According to Kim et al. [13], MVR was achieved in 498/875 patients (56.9%) in the study population, and HCC developed in 85/875 patients (9.7%) within 60 months; these figures possibly included a significant number of patients with poor adherence. Without considering adherence in our entire cohort (n=894), MVR was achieved in 654/894 patients (73.2%), and HCC developed in 91/894 patients (10.2%). This finding was similar to that in a previous report which assessed MVR in 1,466 ETV-treated patients and reported an MVR rate of 78% in patients with cirrhosis and 77% in patients without cirrhosis [35]. This study evaluated LLV as a risk factor for mortality, HCC, and hepatic decompensation in patients with CHB and good adherence to ETV. The results of this study showed that, without considering adherence, patients with CHB and LLV had a significantly increased incidence of HCC, in addition to other traditional risk factors in the entire cohort. On the other hand, no significant difference was found in the clinical outcomes between MVR and LLV groups among good adherence group in our study, and these results were found in poor adherence group as well (Supplementary Table 1).
To directly compare the effect of LLV and medication adherence on the development of HCC, we performed univariate and multivariate analyses (Supplementary Table 2); in addition to the traditional risk factors for HCC, such as old age, male sex, and cirrhosis, good adherence to ETV treatment was highly associated with the development of HCC with a HR of 0.40 (95% CI, 0.25–0.66; P<0.001). However, MVR was not independently associated with HCC (P=0.361). Notably, in the case of multivariate analyses not including adherence (Supplementary Table 3), MVR was significantly associated with the development of HCC with a HR of 0.61 (95% CI, 0.39–0.96; P=0.031), in addition to the other risk factors: old age, male sex, and cirrhosis. On the other hand, among patients with MVR (n=654), HCC developed in 36/509 patients (7.1%) in good adherence group and 22/145 (15.2%) in poor adherence group during the follow-up period of up to 132 months. Kaplan-Meier survival analysis demonstrated a significantly higher risk of HCC in poor adherence group compared to good adherence group (log-rank P<0.001). Liver-related death or transplantation occurred in 4/509 (0.8%) in good adherence group and 10/145 (6.9%) in poor adherence group. Hepatic decompensation occurred in 12/509 (2.4%) in good adherence group and 15/145 (10.3%) in poor adherence group. Kaplan-Meier survival analysis demonstrated a significantly higher risk of liver-related death or transplantation, as well as hepatic decompensation, in poor adherence group compared to good adherence group (log-rank P<0.001).

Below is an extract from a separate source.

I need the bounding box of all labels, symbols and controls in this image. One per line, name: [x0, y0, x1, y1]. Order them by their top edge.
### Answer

In this study, adherence was shown to be a more significant factor than LLV for predicting the occurrence of cirrhotic complications. However, MVR vs. LLV and good vs. poor adherence are not necessarily different concepts, and both are indicators that reflect the intra-hepatic viral replication of HBV. In the statistics of our study, the result that LLV does not appear to be an independent risk factor for HCC occurrence does not infer that LLV is not related to HCC occurrence, but is rather a confounding factor closely related to adherence. The ideal viral suppression is a key mechanism to prevent cirrhotic complications in patients with CHB, such as HCC. In general, LLV is based on a serologic test for HBV DNA conducted at 3-to-6-month intervals, with the limitation that viral replication status in the middle of testing is unknown. In contrast, nonadherence refers to a period of inadequate medication during follow-up, suggesting the possibility of viral proliferation during the period of nonadherence. In other words, as sustained antiviral therapy is important for HBV inhibition, theoretically, adherence can be considered as a continuous variable that more accurately reflects intra-hepatic viral loads compared to LLV with periodic serologic testing.

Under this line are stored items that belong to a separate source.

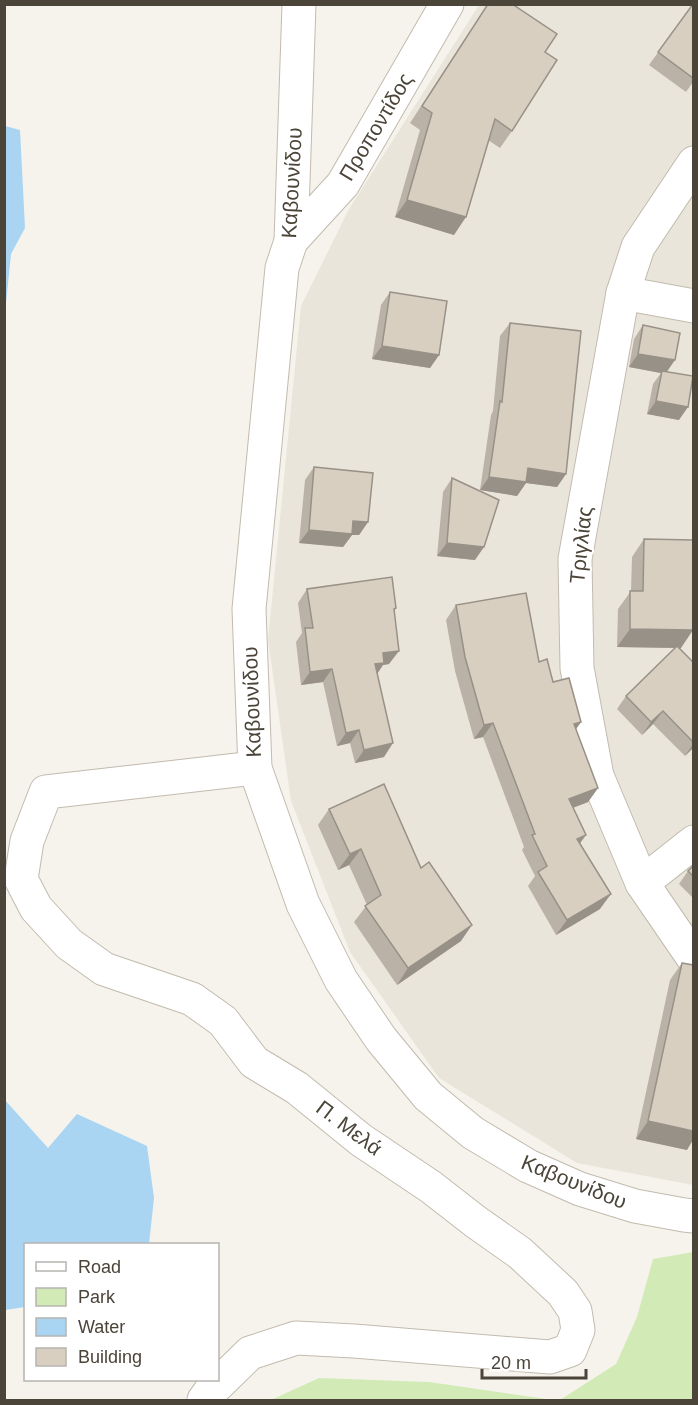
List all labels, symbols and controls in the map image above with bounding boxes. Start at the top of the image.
street label: Προποντίδος [334,69,417,185]
street label: Καβουνίδου [277,127,306,239]
street label: Τριγλίας [565,505,596,585]
street label: Καβουνίδου [238,646,265,758]
street label: Π. Μελά [312,1096,387,1160]
street label: Καβουνίδου [518,1150,630,1213]
legend [24,1243,219,1381]
text: Road [78,1257,121,1277]
text: Park [78,1287,116,1307]
text: Water [78,1317,125,1337]
scale bar [482,1342,586,1380]
text: Building [78,1347,142,1367]
text: 20 m [491,1353,531,1373]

A previous study of Korean patients with optimal VR during NA therapy showed that the cumulative HCC incidence was 8.1% at 3 years and 17.4% at 5 years with baseline liver cirrhosis, and 4.7% at 3 years and 7.2% at 5 years without baseline liver cirrhosis [9]. In our study, the 5- and 10-year cumulative incidence rates of HCC in good adherence vs. poor adherence were 5.8 vs. 15.9% and 10.3 vs. 26.0%, respectively, in the entire cohort (Supplementary Fig. 4). In terms of cirrhotic subcohort, the 5- and 10-year cumulative incidence rates of HCC in good adherence vs. poor adherence were 10.0 vs. 28.9% and 17.1 vs. 44.1%, respectively (Supplementary Fig. 5). These results suggest that the long-term preventive effects of ETV treatment may be significantly attenuated in patients with poor adherence. This again presents the importance of continuous and regular medication in patients with CHB.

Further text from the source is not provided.